**EXERCISE**
Pick every line out of the entries below that has the string "Vintage", and copy it.

**SOURCE MATERIAL**
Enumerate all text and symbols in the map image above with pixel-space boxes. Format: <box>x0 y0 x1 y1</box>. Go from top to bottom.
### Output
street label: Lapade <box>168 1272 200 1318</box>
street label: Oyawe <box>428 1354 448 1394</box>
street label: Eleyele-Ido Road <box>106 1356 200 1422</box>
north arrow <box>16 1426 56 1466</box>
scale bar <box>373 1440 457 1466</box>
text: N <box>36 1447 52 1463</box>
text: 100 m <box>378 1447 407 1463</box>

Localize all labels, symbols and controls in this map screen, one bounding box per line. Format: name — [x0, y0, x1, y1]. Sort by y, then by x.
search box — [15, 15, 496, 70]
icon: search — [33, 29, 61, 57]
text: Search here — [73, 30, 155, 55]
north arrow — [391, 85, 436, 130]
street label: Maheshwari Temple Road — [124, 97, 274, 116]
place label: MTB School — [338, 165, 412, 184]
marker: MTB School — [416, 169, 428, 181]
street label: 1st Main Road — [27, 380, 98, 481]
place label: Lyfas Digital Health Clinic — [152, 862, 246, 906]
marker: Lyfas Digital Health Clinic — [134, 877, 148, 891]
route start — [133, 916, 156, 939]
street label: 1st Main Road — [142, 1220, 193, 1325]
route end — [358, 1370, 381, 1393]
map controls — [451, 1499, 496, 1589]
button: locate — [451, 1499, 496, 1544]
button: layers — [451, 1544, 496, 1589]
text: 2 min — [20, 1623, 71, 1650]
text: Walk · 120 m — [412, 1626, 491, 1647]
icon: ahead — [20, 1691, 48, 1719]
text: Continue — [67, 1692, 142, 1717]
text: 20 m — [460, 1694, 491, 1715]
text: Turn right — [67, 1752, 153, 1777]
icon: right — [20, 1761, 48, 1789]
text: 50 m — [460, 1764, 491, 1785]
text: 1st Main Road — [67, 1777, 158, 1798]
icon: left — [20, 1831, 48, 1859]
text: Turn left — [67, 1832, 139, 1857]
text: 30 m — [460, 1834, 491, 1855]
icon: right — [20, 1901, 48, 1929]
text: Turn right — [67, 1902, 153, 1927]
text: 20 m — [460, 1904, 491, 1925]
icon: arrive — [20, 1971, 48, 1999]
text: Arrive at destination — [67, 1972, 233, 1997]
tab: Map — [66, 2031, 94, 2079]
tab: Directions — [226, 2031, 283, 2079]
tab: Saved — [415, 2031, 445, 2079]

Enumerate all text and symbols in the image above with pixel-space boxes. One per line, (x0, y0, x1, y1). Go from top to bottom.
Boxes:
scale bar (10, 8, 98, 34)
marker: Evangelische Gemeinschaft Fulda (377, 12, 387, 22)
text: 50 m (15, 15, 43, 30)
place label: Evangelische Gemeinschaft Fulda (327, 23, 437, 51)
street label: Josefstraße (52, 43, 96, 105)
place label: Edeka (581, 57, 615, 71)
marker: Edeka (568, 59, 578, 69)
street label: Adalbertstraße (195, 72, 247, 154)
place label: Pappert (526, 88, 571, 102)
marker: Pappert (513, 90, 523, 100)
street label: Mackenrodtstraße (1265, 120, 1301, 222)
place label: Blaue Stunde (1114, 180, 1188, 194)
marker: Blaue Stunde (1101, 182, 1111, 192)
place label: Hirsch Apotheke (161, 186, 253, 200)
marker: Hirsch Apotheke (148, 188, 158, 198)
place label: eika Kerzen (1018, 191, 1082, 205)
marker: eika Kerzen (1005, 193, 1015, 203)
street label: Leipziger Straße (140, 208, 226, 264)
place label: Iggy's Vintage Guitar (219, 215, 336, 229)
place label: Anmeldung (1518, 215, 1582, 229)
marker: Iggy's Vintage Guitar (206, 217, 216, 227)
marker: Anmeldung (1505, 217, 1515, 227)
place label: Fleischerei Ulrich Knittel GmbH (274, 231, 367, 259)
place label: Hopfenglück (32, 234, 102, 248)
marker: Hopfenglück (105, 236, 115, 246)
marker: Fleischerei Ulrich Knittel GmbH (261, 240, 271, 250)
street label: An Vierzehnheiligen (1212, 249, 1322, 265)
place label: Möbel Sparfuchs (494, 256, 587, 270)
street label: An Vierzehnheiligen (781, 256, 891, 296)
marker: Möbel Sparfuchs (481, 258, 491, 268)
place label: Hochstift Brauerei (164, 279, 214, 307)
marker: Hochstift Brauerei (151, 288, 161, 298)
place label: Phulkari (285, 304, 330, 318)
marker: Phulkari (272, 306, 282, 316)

**SOLUTION FOR THIS EXERCISE**
place label: Iggy's Vintage Guitar (219, 215, 336, 229)
marker: Iggy's Vintage Guitar (206, 217, 216, 227)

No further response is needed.